MN Senate fails to pass bonding bill

Lawmakers now have until the May 21 to pass a bonding bill or the University will not receive state funding for its capital request.

The Minnesota State Capitol as seen on May 13, 2015.

Image by Bridget Bennett

The Minnesota State Capitol as seen on May 13, 2015.

by Madeline Deninger

The Minnesota State Senate failed to pass its bonding bill, which contained part of the University’s capital investment request, on a party line vote Wednesday.

After Democrats proposed a bill that exceeded the Republicans’ $825 million target, the proposal fell short by seven votes. Lawmakers have until the end of session on May 21 to pass the bonding bill. Without a vote, the University won’t receive any state funding for the proposed projects in the bill. 

The proposal allocated around $78 million to the University, as well as fully funding the Glensheen Mansion renewal, the Pillsbury Hall renewal and the Minnesota Greater Academic Renewal project. It also funded $40 million of the University’s $200 million Higher Education Asset Preservation and Replacement request. 

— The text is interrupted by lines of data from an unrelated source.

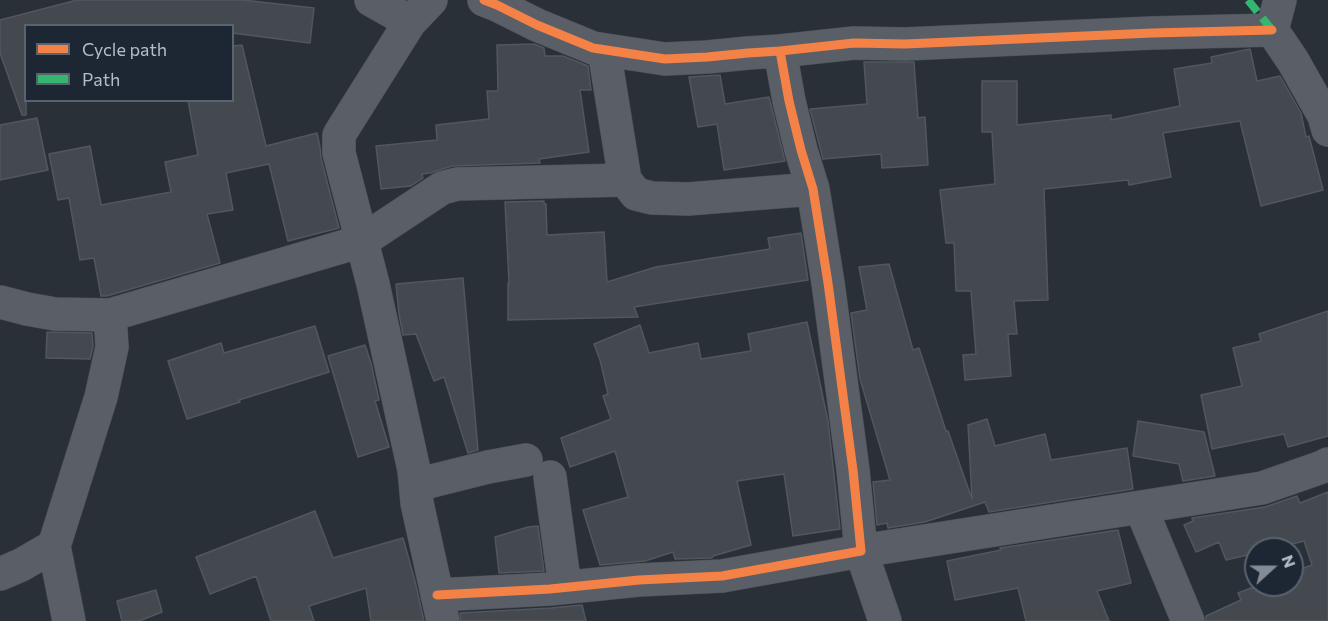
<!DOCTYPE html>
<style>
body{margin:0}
#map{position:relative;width:1328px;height:621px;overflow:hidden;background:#2a3038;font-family:Commissioner,sans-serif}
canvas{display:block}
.legend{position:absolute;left:24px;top:24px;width:210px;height:78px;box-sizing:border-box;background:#1d2633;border:2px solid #59626f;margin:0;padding:8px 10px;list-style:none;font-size:18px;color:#b4bcc9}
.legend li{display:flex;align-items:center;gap:12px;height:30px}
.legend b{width:30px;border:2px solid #59626f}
.north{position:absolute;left:1244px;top:537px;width:60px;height:60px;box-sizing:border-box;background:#1d2633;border:2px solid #59626f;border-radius:50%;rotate:69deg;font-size:16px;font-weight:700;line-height:24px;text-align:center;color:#b4bcc9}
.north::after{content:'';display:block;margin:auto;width:21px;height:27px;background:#848b96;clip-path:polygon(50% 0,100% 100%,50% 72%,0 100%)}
</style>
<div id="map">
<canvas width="1328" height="621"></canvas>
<ul class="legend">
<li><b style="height:8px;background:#f48246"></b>Cycle path</li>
<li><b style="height:8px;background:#33b770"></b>Path</li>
</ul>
<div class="north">N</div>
</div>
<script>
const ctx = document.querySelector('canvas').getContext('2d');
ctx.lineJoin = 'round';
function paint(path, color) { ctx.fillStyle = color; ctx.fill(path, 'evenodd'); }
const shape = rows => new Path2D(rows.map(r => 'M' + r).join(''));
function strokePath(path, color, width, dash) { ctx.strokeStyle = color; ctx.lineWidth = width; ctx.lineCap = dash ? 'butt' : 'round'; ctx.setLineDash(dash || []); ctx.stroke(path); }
const building = shape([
 [77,0,243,0,314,8,310,43,232,33,232,26,26,26,26,115,22,115,0,53,0,20,77,0],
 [534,44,544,48,545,56,563,56,588,66,591,90,580,90,589,152,539,159,540,163,452,166,430,173,422,174,423,178,411,186,381,189,376,146,437,140,436,125,489,119,487,91,498,91,497,45,534,44],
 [242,45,266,146,317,133,320,147,321,158,339,228,288,241,269,164,226,173,233,210,207,214,220,263,107,296,101,296,94,258,80,260,69,198,58,200,49,154,90,146,101,205,171,192,165,162,198,155,188,100,232,100,232,46,242,45],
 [1250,49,1257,81,1280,76,1301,113,1306,137,1309,136,1323,190,1261,206,1240,121,1163,133,1171,177,1129,185,1128,180,1044,189,1048,300,1014,301,1017,334,1008,334,1011,376,965,380,963,355,976,354,971,291,956,291,954,243,946,243,940,190,995,184,992,132,982,132,982,81,1017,81,1017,125,1111,115,1111,120,1180,106,1174,69,1212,63,1211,57,1250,49],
 [864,62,914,62,918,118,925,117,928,165,882,168,881,154,823,159,810,109,867,104,864,62],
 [720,75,725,104,769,97,785,161,724,170,717,124,698,127,689,77,720,75],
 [37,118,48,170,0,180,0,125,37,118],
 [544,201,544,204,546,204,547,235,604,232,607,282,656,267,770,249,768,238,801,233,808,280,634,307,638,317,508,320,508,283,509,283,505,202,544,201],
 [889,264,913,350,919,348,946,431,948,431,972,499,968,425,987,419,995,446,1045,434,1051,460,1127,448,1133,489,989,512,985,502,925,522,888,528,887,523,877,525,873,482,890,480,860,379,851,313,867,310,859,267,889,264],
 [463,278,478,450,468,453,444,377,434,381,416,334,403,335,399,314,396,284,463,278],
 [1328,311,1328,436,1288,447,1284,434,1212,449,1201,395,1242,386,1233,348,1261,341,1259,334,1328,311],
 [807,322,828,421,840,529,793,536,784,474,737,481,751,545,713,556,712,558,675,559,673,552,645,561,600,565,583,510,628,497,615,451,570,467,561,438,611,419,603,396,608,394,600,360,594,344,640,325,649,353,698,343,701,359,751,351,748,334,807,322],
 [315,326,329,372,239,400,240,402,187,419,168,361,221,343,224,353,315,326],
 [47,332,92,333,93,346,90,359,46,358,47,332],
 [365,345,371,363,379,400,375,401,389,447,358,457,328,356,365,345],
 [1138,421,1204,432,1215,476,1183,481,1179,464,1133,456,1138,421],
 [1328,492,1328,621,1206,621,1206,616,1241,600,1238,593,1259,585,1292,585,1292,572,1312,565,1304,541,1273,549,1256,549,1256,553,1226,560,1219,542,1196,552,1184,525,1193,521,1192,518,1265,507,1297,496,1300,503,1328,492],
 [315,511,333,558,403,538,415,581,424,621,371,621,366,588,309,606,314,621,271,621,256,576,210,594,196,557,315,511],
 [538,526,544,571,499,573,495,537,528,527,538,526],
 [1118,530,1131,583,1097,591,1109,621,1026,621,1018,588,955,600,947,561,1001,550,1000,548,1118,530],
 [156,590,162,612,139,621,122,621,117,601,156,590],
 [582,605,586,621,461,621,460,613,551,608,582,605]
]);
const street = shape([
 [371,0,410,22],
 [431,0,410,22,339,135,339,153,373,284,414,470,417,503,443,621],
 [484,0,497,5,537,25,593,48,665,59,707,57,748,53,780,51,854,43,905,44,1152,33,1272,30],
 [1272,30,1293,61,1324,116,1328,130],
 [1272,30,1280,0],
 [604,50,625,180,636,194,652,198,688,199,813,189],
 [0,302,27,309,55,314,110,315,112,347,101,397,54,546,69,621],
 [110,315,362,241,442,188,457,184,625,180],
 [550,477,565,587],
 [416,485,488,467,526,460],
 [1141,508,1188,621],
 [0,574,21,565,54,546],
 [437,595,550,589,639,580,722,576,861,551,853,470,828,283,813,189,801,150,789,101,780,51],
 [885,621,861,551,1262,488,1322,467,1328,464]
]);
const quiet = shape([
 [1248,0,1272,30]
]);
const cycleway = shape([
 [484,0,497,5,537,25,593,48,665,59,707,57,748,53,780,51,854,43,905,44,1152,33,1272,30],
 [437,595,550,589,639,580,722,576,861,551,853,470,828,283,813,189,801,150,789,101,780,51]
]);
paint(building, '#444950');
strokePath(building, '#52575f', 1.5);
strokePath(street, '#484c53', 34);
strokePath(street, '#5a5e66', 33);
strokePath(quiet, '#33b770', 8, [15, 8]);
strokePath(cycleway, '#f48246', 9);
</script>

DFL Gov. Mark Dayton recommended the Legislature fully fund the University’s request and allocate an additional $60 million for facilities maintenance and a new clinical research facility on the Twin Cities campus.

Dayton’s entire proposal totaled $1.5 billion. He said the Republicans’ bonding proposal was “inadequate” in a press conference earlier this month. 

On Wednesday, Sen. Sandy Pappas, DFL-St. Paul, proposed an amendment that would have matched Dayton’s $1.5 billion figure. The amendment failed on a party-line vote. 

Chair of the Senate Capital Investment committee Sen. David Senjem, R-Rochester, said he doesn’t anticipate another vote this session. He said the proposal’s numbers in the amendment were not realistic for the Legislature. 

“All of our money is occupied in other bills,” he said. “It just wouldn’t be possible to produce a larger bill.” 

Senate Majority Leader Paul Gazelka, R-Nisswa, said Democrats would have to vote to reconsider the bill in order for the Legislature to pass a bonding bill this session. He said Republicans would not consider a $1.5 billion proposal.

“If they want to be at $1.5 billion, I believe that’s irresponsible,” he said in a press conference. “We’re never going to be there.”